→ **Description of the task**
Scan the entries that follow and work out how many lines contain "butt". Give the number and nothing else.

************

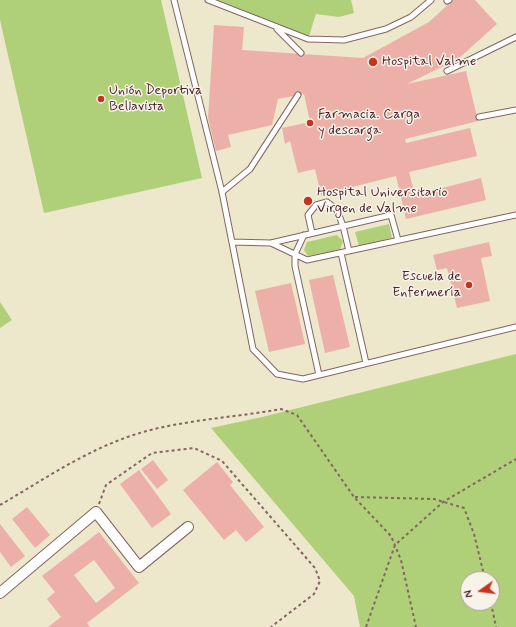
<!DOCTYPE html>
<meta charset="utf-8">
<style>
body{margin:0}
#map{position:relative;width:516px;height:627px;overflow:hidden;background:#ede7cb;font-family:Mynerve,sans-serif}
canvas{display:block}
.north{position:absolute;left:460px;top:571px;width:40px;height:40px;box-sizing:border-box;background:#f7f3e8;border:1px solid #b29e9c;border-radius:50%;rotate:256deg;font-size:11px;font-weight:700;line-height:16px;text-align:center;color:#4a1f2b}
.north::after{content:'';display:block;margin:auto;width:14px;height:18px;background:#c8321e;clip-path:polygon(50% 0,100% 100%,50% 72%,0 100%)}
</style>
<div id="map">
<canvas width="516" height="627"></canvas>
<div class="north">N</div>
</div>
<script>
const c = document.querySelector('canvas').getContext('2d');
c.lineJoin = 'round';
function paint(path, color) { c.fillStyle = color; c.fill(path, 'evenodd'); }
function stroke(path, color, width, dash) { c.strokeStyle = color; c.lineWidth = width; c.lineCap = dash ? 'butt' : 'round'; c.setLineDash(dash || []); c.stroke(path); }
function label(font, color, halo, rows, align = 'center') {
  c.font = font + ' Mynerve,sans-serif'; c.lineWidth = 3; c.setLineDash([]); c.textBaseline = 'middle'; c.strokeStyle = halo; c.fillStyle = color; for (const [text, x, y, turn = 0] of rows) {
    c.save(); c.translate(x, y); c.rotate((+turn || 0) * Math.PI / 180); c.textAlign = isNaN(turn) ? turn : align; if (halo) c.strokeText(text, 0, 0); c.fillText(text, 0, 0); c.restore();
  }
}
paint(new Path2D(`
 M0 0H161L202 178 44 213 0 20Z
 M208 0H351L354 13 339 17 316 14 308 39Z
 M389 224 392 238 359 246 355 232Z
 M337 235 343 241 340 250 308 256 304 250 307 242Z
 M0 302 12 320 0 328Z
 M516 354V627H360L354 596 211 428 262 417ZM468 579H492V603H468Z`), '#afd078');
paint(new Path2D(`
 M453 0H475L497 24 458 59 407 84 466 71 478 121 405 139 406 143 470 128 477 156 409 172 415 195 481 178 486 200 406 219 396 176 321 195 315 169 298 173 290 141 285 144 282 128 310 122 304 94 278 99 272 125 228 135 231 147 216 151 208 118 214 25 244 27 242 50 363 58 429 22Z
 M489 242 492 256 481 258 490 301 457 308 447 268 437 270 433 255Z
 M333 275 350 347 325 353 309 280Z
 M291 283 305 344 269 352 255 291Z
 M153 460 168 480 157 489 141 469Z
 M217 462 233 482 230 485 264 527 246 542 236 530 224 540 183 490Z
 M139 470 171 514 152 528 120 484Z
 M27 507 50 535 35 548 12 519Z
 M0 524 25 556 11 567 0 552Z
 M99 532 139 583 87 623 90 627H48L61 617 47 599 55 592 42 576ZM94 560 115 588 96 603 74 575Z`), '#edb0a9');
const service = new Path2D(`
 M174 0 222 192 253 349 277 374 303 379 516 327
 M208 0 308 39 344 40 386 29 411 17 431 0
 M447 1 449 0
 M277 29 301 53
 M447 71 516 37
 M479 117 516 110
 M222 192 250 169 298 95
 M312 233 308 215 316 205 327 202 337 210 343 226 349 251
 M304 235 295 254V266L319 375
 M232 242 271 243 391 215 398 240
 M271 243 307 260 516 215
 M341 253 366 363`);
const minor = new Path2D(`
 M0 593 96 512 139 567 188 527`);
stroke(service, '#836563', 7);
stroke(minor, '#836563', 12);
stroke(new Path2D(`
 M355 497 434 499 464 508 474 534 485 579
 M99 504 106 485 152 453 194 448 222 461 315 568 320 581 314 594 271 627
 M0 505C38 483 76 457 117 441 168 420 227 419 281 409L297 415 354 497 391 536 401 560 416 627
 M491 603 496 627
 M366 627 395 545 443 502 516 459`), '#836563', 2, [3, 3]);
stroke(service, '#fff', 5);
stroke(minor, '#fff', 10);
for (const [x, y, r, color] of [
 [373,62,5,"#c8321e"],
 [101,99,4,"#c8321e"],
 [310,123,4,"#c8321e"],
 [308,201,5,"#c8321e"],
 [469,285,4,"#c8321e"]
]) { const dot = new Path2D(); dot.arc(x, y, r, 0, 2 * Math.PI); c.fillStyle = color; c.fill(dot); stroke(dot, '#f7f3e8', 1.5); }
label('14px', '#4a1f2b', '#f7f3e8', [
 ["Hospital Valme",382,62],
 ["Unión Deportiva",109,91],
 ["Bellavista",109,107],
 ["Farmacia. Carga",318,115],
 ["y descarga",318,131],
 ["Hospital Universitario",317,193],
 ["Virgen de Valme",317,209],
 ["Escuela de",461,277,"right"],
 ["Enfermería",461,293,"right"]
], 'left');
</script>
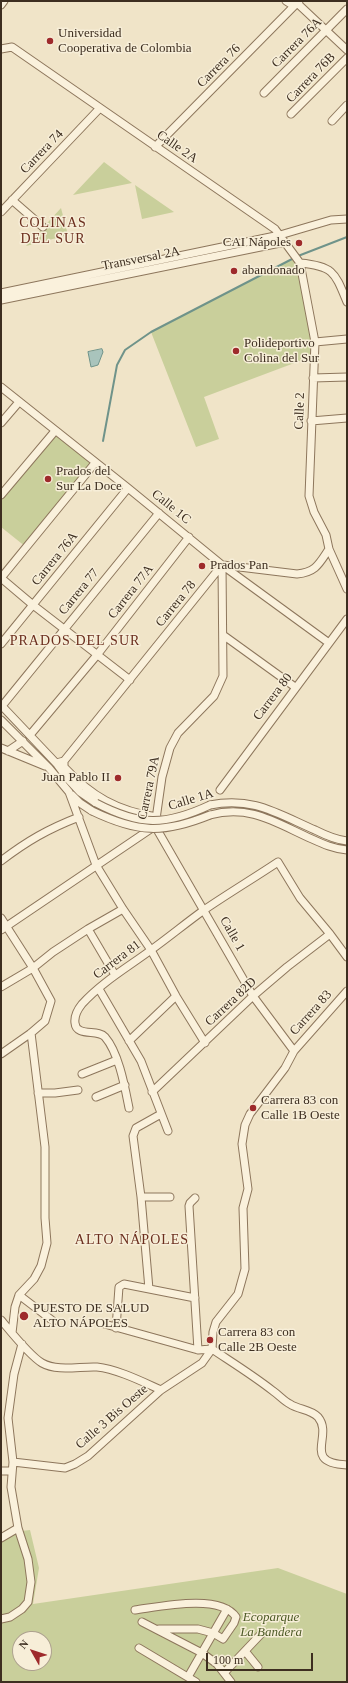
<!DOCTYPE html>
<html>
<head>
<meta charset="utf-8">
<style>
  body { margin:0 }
  #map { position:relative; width:348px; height:1683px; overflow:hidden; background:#f0e4c8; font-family:"Times New Roman",serif }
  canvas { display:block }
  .frame { position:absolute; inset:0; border:2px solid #3d2e20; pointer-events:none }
  .north { position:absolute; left:12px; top:1631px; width:40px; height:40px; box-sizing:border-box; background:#f7eed8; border:1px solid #ada18e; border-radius:50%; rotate:309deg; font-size:11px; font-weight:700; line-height:16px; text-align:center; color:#3d2e20 }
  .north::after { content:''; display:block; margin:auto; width:14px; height:18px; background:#9e2a2b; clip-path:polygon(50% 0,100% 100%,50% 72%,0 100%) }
  .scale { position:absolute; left:206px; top:1653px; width:107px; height:18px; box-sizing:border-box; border:2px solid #3d2e20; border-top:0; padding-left:5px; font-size:12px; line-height:14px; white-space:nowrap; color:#3d2e20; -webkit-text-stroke:3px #f7eed8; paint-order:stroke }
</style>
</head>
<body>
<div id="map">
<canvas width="348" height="1683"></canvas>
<div class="frame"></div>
<div class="north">N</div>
<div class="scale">100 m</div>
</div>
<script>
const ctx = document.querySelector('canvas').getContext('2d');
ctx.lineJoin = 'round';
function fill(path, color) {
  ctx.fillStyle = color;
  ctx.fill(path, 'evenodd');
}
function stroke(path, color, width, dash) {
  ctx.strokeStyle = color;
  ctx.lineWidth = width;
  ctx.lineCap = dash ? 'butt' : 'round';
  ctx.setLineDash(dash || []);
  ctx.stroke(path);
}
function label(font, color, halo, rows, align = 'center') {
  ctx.font = font + ' "Times New Roman",serif';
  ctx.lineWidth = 3;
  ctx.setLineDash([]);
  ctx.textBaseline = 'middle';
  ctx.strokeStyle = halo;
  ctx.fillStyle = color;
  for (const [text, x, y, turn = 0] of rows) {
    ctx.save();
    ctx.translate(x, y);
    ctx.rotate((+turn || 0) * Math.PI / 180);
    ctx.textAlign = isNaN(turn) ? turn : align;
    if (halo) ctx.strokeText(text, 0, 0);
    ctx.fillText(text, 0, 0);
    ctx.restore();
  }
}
const green = new Path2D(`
  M104,162L132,183L73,195Z
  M135,185L174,212L142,219Z
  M61,208L68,235L26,246Z
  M297,257L315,342L313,356L204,397L219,439L196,447L151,332Z
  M55,431L95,463L26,547L1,527V495Z
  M30,1530L39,1568L33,1604L278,1568L347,1594V1682H1V1538L12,1532ZM20,1639H44V1663H20Z`);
const water = new Path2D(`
  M102,349L103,352L98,365L91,367L88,352Z`);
const stream = new Path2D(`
  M298,256L347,237
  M103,441L117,365L125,350L151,332L294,258`);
const minor = new Path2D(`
  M286,1L294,6
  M297,3L347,50
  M1,5L4,1
  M1,49L12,47L275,229L300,263L315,342L309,496L314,512L326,535L329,549L347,589
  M264,93L347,9
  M291,114L347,58
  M332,121L347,105
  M155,147L299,1
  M12,200L43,227
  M1,212L100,108
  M300,263C334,266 335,273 347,302
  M1,293L280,235L331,220L347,219
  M1,300L285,242
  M315,342L347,339
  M313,378L347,377
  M1,387L128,488L222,565L329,643
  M311,421L347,418
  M1,423L19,402
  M1,495L55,431
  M223,565L297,574C316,572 319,564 329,549
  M1,578L33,605L130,680
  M1,578L95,463
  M223,635L295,687
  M1,644L128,488
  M1,705L56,763L67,778L80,792L96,803
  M2,706L159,513
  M1,720L49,768L69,792L96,865L123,909L151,950L176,996L205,1043
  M30,735L97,655L189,537
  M1,748L45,766
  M8,751L23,741
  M64,761V767C91,796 117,811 157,817
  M56,763L64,761L222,565
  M220,790L347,619
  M72,795L80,803L92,811
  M210,805C252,796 278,814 315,830C325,835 336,840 347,841
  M210,815C250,804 276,823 312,839C323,844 334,849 347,850
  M155,826L253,996L294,1051
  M1,861C27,841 48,829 79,817
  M1,918L33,968L51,1001L45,1021L31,1033L1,1054
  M88,929L115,975
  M1,930L155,826L162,777L170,748L178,733L214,696L223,676L222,565
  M1,987L33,968L53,952L88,929L123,909
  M99,989L141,1061L168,1131
  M347,991L294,1051L285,1068L250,1114L245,1125L242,1144L248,1189L243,1208L245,1269L238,1294L216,1322L213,1332L212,1349C233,1363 254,1376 273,1391C279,1395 284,1401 290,1404C299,1410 310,1409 318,1417C334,1436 301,1463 347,1465
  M129,1041L176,996
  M82,1074L117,1060
  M152,1092L253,996L287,967L330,934
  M38,1093H55L78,1090
  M96,1097L125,1085
  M129,1108C125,1088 119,1053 105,1037C98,1029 76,1037 75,1023C74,1016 78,1009 82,1004C102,982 128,967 151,950C169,937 186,923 204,910C229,893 254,878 278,862L300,898L330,934L347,957
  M141,1197H170
  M195,1198L190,1203L189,1206L198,1350
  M149,1289L141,1197L133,1136L136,1128L161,1114
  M19,1295L53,1321
  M1,1320C11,1332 30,1356 42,1363C58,1372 80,1366 97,1367C117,1369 143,1382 161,1390
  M101,1323L198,1350L212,1349
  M116,1328L119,1287L124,1284L195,1298
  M12,1333L15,1307L19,1295L34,1279L41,1266L47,1243L45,1218V1147L31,1033
  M13,1462L65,1468L75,1464L88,1456L161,1390L202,1363L212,1349
  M1,1471H12
  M1,1538L18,1528
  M135,1610C158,1607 220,1593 236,1617L234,1623L223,1639L213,1633L198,1629H159
  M1,1619L10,1617L22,1609L28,1602L31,1582L28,1559L18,1528L11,1487L13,1462L8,1418L14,1374L22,1344
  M142,1622L202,1653L217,1664L231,1682
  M139,1648L196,1682
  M245,1651L258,1667
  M224,1673L262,1633
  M188,1677L227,1609`);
const minorBridge = new Path2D(`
  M96,803C140,826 165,826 210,805
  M92,811C138,833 163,834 210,815`);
const markers = [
  [50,41,4,"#9e2a2b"],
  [299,243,4,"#9e2a2b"],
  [234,271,4,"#9e2a2b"],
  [236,351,4,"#9e2a2b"],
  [48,479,4,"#9e2a2b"],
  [202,566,4,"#9e2a2b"],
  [118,778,4,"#9e2a2b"],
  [253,1108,4,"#9e2a2b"],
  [24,1316,5,"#9e2a2b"],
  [210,1340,4,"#9e2a2b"]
];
const poiNames = [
  ["Universidad",58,34],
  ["Cooperativa de Colombia",58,49],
  ["CAI Nápoles",291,243,"right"],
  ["abandonado",242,271],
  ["Polideportivo",244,344],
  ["Colina del Sur",244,359],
  ["Prados del",56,472],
  ["Sur La Doce",56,487],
  ["Prados Pan",210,566],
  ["Juan Pablo II",110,778,"right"],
  ["Carrera 83 con",261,1101],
  ["Calle 1B Oeste",261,1116],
  ["PUESTO DE SALUD",33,1309],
  ["ALTO NÁPOLES",33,1324],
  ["Carrera 83 con",218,1333],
  ["Calle 2B Oeste",218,1348]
];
const streetNames = [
  ["Carrera 76A",297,43,-45],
  ["Carrera 76",219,66,-45],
  ["Carrera 76B",311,78,-46],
  ["Calle 2A",177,147,35],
  ["Carrera 74",42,152,-46],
  ["Transversal 2A",141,259,-11],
  ["Calle 2",300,411,-88],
  ["Calle 1C",171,507,39],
  ["Carrera 76A",55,559,-51],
  ["Carrera 77",79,592,-51],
  ["Carrera 77A",131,592,-52],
  ["Carrera 78",176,604,-51],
  ["Carrera 80",273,697,-53],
  ["Carrera 79A",149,788,-78],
  ["Calle 1A",191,800,-17],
  ["Calle 1",232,934,60],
  ["Carrera 81",117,960,-37],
  ["Carrera 82D",231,1002,-43],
  ["Carrera 83",311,1013,-48],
  ["Calle 3 Bis Oeste",112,1417,-41]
];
const parkNames = [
  ["Ecoparque",271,1618],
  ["La Bandera",271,1633]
];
const neighbourhoodNames = [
  ["COLINAS",53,223],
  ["DEL SUR",53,239],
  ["PRADOS DEL SUR",75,641],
  ["ALTO NÁPOLES",132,1240]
];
fill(green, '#c9cf9b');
fill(water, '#a9c4bc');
stroke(water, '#6f938a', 1);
stroke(stream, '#6f938a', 2);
stroke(minor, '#8d765c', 9);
stroke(minor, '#faf1dc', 7);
stroke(minorBridge, '#8d765c', 9, []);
stroke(minorBridge, '#faf1dc', 7);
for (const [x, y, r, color] of markers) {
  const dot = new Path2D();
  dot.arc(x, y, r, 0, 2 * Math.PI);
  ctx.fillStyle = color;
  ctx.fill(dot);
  stroke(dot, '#f7eed8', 1.5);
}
label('13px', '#3d2e20', '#f7eed8', poiNames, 'left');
label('13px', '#3d2e20', '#f7eed8', streetNames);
label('italic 13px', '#4d5a26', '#f7eed8', parkNames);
ctx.letterSpacing = '1px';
label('14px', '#6b2e1e', '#f7eed8', neighbourhoodNames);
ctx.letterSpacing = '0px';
</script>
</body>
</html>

************

→ **Result below**
2